- YOUR GOAL
Return exactly the span of lines in the following data that opens with the line containing "g.stroke(path);" and closes with the line containing "M 300,252 L". Include nothing else.

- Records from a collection
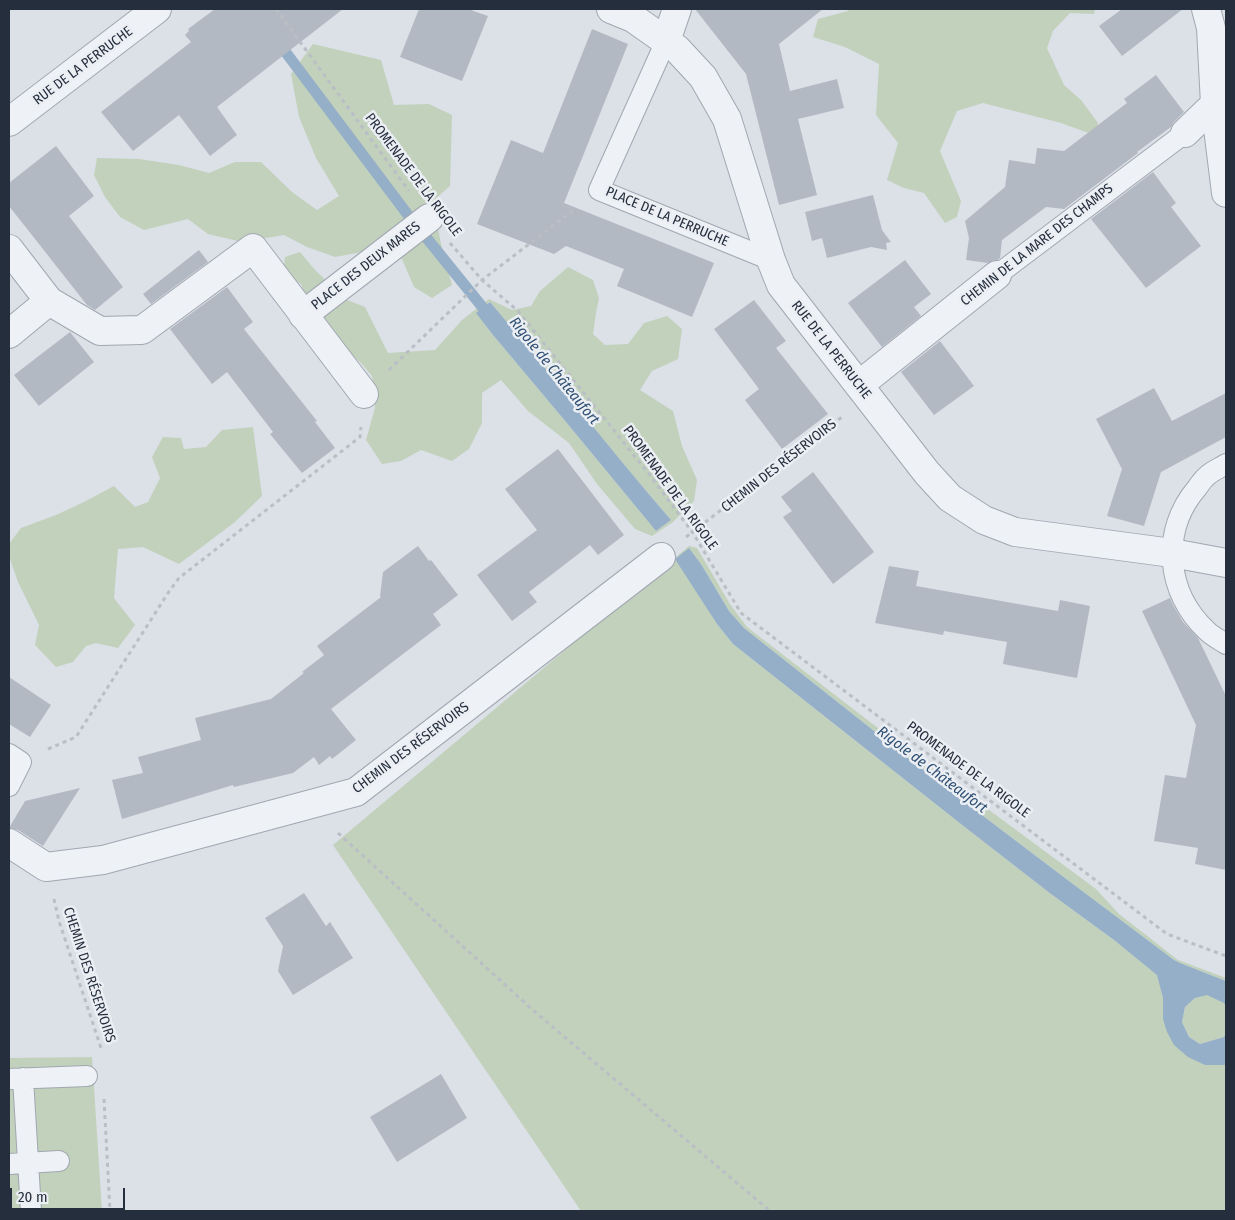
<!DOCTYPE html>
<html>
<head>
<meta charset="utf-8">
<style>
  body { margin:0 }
  #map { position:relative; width:1235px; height:1220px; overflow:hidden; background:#dce0e7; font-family:"Fira Sans Condensed",sans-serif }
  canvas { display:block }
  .frame { position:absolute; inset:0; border:10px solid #252e3d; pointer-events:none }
  .scale { position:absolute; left:10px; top:1188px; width:115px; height:22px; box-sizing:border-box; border:2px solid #252e3d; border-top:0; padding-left:6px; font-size:15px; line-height:18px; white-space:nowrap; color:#252e3d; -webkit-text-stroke:4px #ebeff4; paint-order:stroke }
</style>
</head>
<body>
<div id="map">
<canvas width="1235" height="1220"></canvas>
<div class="frame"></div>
<div class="scale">20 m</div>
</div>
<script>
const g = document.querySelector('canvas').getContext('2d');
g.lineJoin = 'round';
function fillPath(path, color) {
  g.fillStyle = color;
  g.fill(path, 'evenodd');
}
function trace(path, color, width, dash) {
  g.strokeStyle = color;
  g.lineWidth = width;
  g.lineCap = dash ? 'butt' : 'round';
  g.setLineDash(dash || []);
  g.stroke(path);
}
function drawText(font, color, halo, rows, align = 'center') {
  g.font = font + ' "Fira Sans Condensed",sans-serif';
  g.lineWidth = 5;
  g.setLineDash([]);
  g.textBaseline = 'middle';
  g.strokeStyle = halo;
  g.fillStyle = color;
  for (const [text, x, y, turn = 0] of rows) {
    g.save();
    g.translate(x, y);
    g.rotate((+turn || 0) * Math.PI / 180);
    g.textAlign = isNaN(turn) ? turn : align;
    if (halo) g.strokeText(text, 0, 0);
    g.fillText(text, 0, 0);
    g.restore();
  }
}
fillPath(new Path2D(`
  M 849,9 L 1095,9 L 1094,14 L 1070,13 L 1053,31 L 1047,48 L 1064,85 L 1081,100 L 1098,123 L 1097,136 L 1061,123 L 983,103 L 957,111 L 940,151 L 961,201 L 957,217 L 945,223 L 924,193 L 904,188 L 887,180 L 898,143 L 876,115 L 879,64 L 845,47 L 813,37 L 818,19 L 848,11 Z
  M 313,44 L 381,60 L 394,105 L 429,104 L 452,115 L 450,186 L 433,201 L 441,244 L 452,285 L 432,298 L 414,287 L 402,259 L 373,250 L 335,257 L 307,247 L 284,235 L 242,242 L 208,234 L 188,219 L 144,230 L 120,217 L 105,197 L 94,175 L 97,158 L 139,159 L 179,165 L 209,173 L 235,162 L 261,162 L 292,192 L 317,210 L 339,196 L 316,158 L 299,117 L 291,74 Z
  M 300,252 L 315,270 L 347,300 L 365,307 L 388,353 L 435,350 L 462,320 L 489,299 L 512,310 L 531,306 L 540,291 L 568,267 L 593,280 L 599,298 L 596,313 L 593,334 L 605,345 L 628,344 L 644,323 L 667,316 L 682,329 L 678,359 L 652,371 L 640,390 L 673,411 L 682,446 L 697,480 L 694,501 L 673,522 L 652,536 L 635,529 L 597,484 L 569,443 L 528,411 L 501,380 L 482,393 L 482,423 L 469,449 L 452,461 L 421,450 L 401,461 L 382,464 L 366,440 L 375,408 L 372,376 L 362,364 L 344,348 L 327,323 L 306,299 L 301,284 L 283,274 L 285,257 ZM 490,302 C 550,374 609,448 671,520 L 656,531 L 566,422 L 493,335 L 477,313 Z
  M 253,427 L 262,496 L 235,522 L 179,564 L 143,547 L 118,549 L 114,598 L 135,625 L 118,648 L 96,643 L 86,646 L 73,662 L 56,667 L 35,645 L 39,625 L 18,582 L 9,556 L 9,544 L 21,528 L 56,515 L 84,502 L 114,486 L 135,507 L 148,502 L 160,478 L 152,457 L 163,437 L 181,438 L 184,449 L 206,447 L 222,430 Z
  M 689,546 L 697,548 L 730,604 L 747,627 L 870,722 L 1096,889 L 1119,914 L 1178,960 L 1226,978 L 1226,981 L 1180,963 L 1174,960 L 1057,872 L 941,784 L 744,628 L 729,611 L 701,564 L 689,548 L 676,559 L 717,624 L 733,644 L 966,828 L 1051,894 L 1114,940 L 1158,975 L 1163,998 L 1163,1019 L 1205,1065 L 1224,1065 L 1226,1064 L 1226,1211 L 581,1211 L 333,845 Z
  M 1207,994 L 1225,1003 L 1226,1007 L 1226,1033 L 1224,1037 L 1200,1044 L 1189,1037 L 1182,1022 L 1185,1007 L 1195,998 Z
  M 92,1057 L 102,1211 L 9,1211 L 9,1058 Z`), '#c2d1bc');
fillPath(new Path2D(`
  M 490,302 C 551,374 609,448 671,520 L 656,531 L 566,422 L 493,335 L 476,313 Z
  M 689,548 L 701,564 L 729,611 L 744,628 L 941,784 L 1057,872 L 1174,960 L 1180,963 L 1226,981 L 1226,1007 L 1224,1003 L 1207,995 L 1195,998 L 1185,1007 L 1182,1022 L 1189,1037 L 1200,1044 L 1224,1037 L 1226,1033 L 1226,1064 L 1224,1065 L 1205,1065 L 1188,1057 L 1174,1045 L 1167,1032 L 1163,1019 L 1163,998 L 1157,975 L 1114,940 L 1051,894 L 966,828 L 733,644 L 717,624 L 675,559 Z`), '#95afc8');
trace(new Path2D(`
  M 278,42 L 414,223
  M 421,231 L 492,319`), '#95afc8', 11);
fillPath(new Path2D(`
  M 215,9 L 343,9 L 217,107 L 237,135 L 210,156 L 179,115 L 133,151 L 101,112 L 191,42 L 185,35 L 189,31 L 188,29 Z
  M 419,9 L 468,9 L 488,16 L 462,81 L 400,57 Z
  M 695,9 L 823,9 L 779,44 L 790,91 L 837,79 L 844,108 L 798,119 L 817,195 L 779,205 L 746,74 Z
  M 1122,9 L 1183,9 L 1122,56 L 1099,26 Z
  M 592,29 L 628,44 L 564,203 L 714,263 L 692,317 L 617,286 L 624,269 L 566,246 L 554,254 L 477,224 L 511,140 L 543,153 Z
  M 1156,75 L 1184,112 L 1174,122 L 1171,127 L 1137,152 L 1138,153 L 1064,209 L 1046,207 L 1002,240 L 1000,258 L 997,260 L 994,260 L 988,263 L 966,260 L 969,238 L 965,221 L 1005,187 L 1009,160 L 1035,164 L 1037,148 L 1064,151 L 1127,103 L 1124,99 Z
  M 56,146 L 94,196 L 69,216 L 123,287 L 95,310 L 87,305 L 9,206 L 9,183 Z
  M 1153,172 L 1176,203 L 1171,207 L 1201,246 L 1146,288 L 1091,219 Z
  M 873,195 L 882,230 L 891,242 L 886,243 L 887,250 L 871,247 L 827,258 L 822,238 L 812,241 L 805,212 Z
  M 199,250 L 208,262 L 151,304 L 143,294 Z
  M 905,260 L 931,294 L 914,307 L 921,316 L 882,347 L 848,303 Z
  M 227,287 L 253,322 L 244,329 L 317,421 L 315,422 L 335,448 L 302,473 L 270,434 L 273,432 L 227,372 L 212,384 L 170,329 Z
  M 754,300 L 786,341 L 776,348 L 828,414 L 782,449 L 745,400 L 759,389 L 714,329 Z
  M 70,332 L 94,362 L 39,406 L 14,375 Z
  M 940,341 L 974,386 L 934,415 L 901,372 Z
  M 1154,388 L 1172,421 L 1226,393 L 1226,437 L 1161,472 L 1144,526 L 1107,516 L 1122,469 L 1096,419 Z
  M 558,449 L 624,535 L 598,555 L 590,545 L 529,592 L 537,602 L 512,621 L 477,575 L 537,530 L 505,489 Z
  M 813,472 L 874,552 L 833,584 L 783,517 L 792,511 L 781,497 Z
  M 418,546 L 429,561 L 431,560 L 458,595 L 433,614 L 441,625 L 331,709 L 356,740 L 332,759 L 330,756 L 319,765 L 314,757 L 293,773 L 234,787 L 233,785 L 122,819 L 112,780 L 143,773 L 138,757 L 201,740 L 195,718 L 271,699 L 304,673 L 302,672 L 324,655 L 317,646 L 381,597 L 380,596 L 383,572 Z
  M 889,566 L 919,571 L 916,586 L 1058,611 L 1060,600 L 1090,606 L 1077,678 L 1003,664 L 1007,642 L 944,631 L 943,635 L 875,623 Z
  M 1170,598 L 1173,605 L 1183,622 L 1198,638 L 1226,696 L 1226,870 L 1195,864 L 1198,848 L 1154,841 L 1165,775 L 1186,778 L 1196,725 L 1142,611 Z
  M 9,677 L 51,705 L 30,737 L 9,724 Z
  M 80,788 L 43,846 L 18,830 L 9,828 L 25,801 Z
  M 304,893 L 326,926 L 330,922 L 353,958 L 293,995 L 278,971 L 283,946 L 265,918 Z
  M 441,1074 L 467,1118 L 397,1162 L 370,1117 Z`), '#b3b9c3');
const lane = new Path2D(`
  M 666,41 L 599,190 L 771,260
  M 997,275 L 1185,133
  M 1226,464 C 1220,468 1212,471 1207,476 C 1203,479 1200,484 1197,488 C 1160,531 1166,593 1207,631 C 1212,636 1220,640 1226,644
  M 9,754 L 21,762 L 9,786
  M 23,1078 L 31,1211
  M 9,1079 L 87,1076
  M 9,1164 L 59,1161`);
const street = new Path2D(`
  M 611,9 L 633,18 L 677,49 L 703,77 L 727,119 L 771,260 L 781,285 L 927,473 L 950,498 L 984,520 L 1015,532 L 1172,553 L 1226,563
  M 1206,9 L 1211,28 L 1215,104 L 1226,193
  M 666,41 L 677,9
  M 9,122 L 157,9
  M 1185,133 L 1215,104
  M 9,249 L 49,301 L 9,334
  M 49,301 L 100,331 L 142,330 L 253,248 L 364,394
  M 303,315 L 429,218
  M 859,385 L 997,275
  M 9,843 L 46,867 L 103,860 L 356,792 L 661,557`);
trace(lane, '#a1a7b1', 22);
trace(street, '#a1a7b1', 30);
trace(new Path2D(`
  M 276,9 L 409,191
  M 450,243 L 482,280 L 518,311 L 649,474 L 693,533 L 741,613 L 1167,934 L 1226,956
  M 389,370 L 482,280 L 575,209
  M 686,537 L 842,417
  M 48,749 L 76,737 L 168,593 L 179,578 L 360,437 L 361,427
  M 338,833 L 534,1011 L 770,1211
  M 54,899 L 59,921 L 102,1051
  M 104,1099 L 110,1211`), '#babec5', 3, [4, 4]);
trace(lane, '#eef1f5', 20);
trace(street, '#eef1f5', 28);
drawText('14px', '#252e3d', '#ebeff4', [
  ["RUE DE LA PERRUCHE",83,66,-37],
  ["PROMENADE DE LA RIGOLE",413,175,53],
  ["PLACE DE LA PERRUCHE",667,217,23],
  ["CHEMIN DE LA MARE DES CHAMPS",1037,245,-38],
  ["PLACE DES DEUX MARES",366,266,-38],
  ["RUE DE LA PERRUCHE",831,350,52],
  ["CHEMIN DES RÉSERVOIRS",779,466,-38],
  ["PROMENADE DE LA RIGOLE",670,488,54],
  ["CHEMIN DES RÉSERVOIRS",411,748,-37],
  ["PROMENADE DE LA RIGOLE",968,770,37],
  ["CHEMIN DES RÉSERVOIRS",89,975,72]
]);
drawText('italic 15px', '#2e4e72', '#ebeff4', [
  ["Rigole de Châteaufort",554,371,51],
  ["Rigole de Châteaufort",932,770,37]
]);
</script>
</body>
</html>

- SOLUTION TO THE EXERCISE
  g.stroke(path);
}
function drawText(font, color, halo, rows, align = 'center') {
  g.font = font + ' "Fira Sans Condensed",sans-serif';
  g.lineWidth = 5;
  g.setLineDash([]);
  g.textBaseline = 'middle';
  g.strokeStyle = halo;
  g.fillStyle = color;
  for (const [text, x, y, turn = 0] of rows) {
    g.save();
    g.translate(x, y);
    g.rotate((+turn || 0) * Math.PI / 180);
    g.textAlign = isNaN(turn) ? turn : align;
    if (halo) g.strokeText(text, 0, 0);
    g.fillText(text, 0, 0);
    g.restore();
  }
}
fillPath(new Path2D(`
  M 849,9 L 1095,9 L 1094,14 L 1070,13 L 1053,31 L 1047,48 L 1064,85 L 1081,100 L 1098,123 L 1097,136 L 1061,123 L 983,103 L 957,111 L 940,151 L 961,201 L 957,217 L 945,223 L 924,193 L 904,188 L 887,180 L 898,143 L 876,115 L 879,64 L 845,47 L 813,37 L 818,19 L 848,11 Z
  M 313,44 L 381,60 L 394,105 L 429,104 L 452,115 L 450,186 L 433,201 L 441,244 L 452,285 L 432,298 L 414,287 L 402,259 L 373,250 L 335,257 L 307,247 L 284,235 L 242,242 L 208,234 L 188,219 L 144,230 L 120,217 L 105,197 L 94,175 L 97,158 L 139,159 L 179,165 L 209,173 L 235,162 L 261,162 L 292,192 L 317,210 L 339,196 L 316,158 L 299,117 L 291,74 Z
  M 300,252 L 315,270 L 347,300 L 365,307 L 388,353 L 435,350 L 462,320 L 489,299 L 512,310 L 531,306 L 540,291 L 568,267 L 593,280 L 599,298 L 596,313 L 593,334 L 605,345 L 628,344 L 644,323 L 667,316 L 682,329 L 678,359 L 652,371 L 640,390 L 673,411 L 682,446 L 697,480 L 694,501 L 673,522 L 652,536 L 635,529 L 597,484 L 569,443 L 528,411 L 501,380 L 482,393 L 482,423 L 469,449 L 452,461 L 421,450 L 401,461 L 382,464 L 366,440 L 375,408 L 372,376 L 362,364 L 344,348 L 327,323 L 306,299 L 301,284 L 283,274 L 285,257 ZM 490,302 C 550,374 609,448 671,520 L 656,531 L 566,422 L 493,335 L 477,313 Z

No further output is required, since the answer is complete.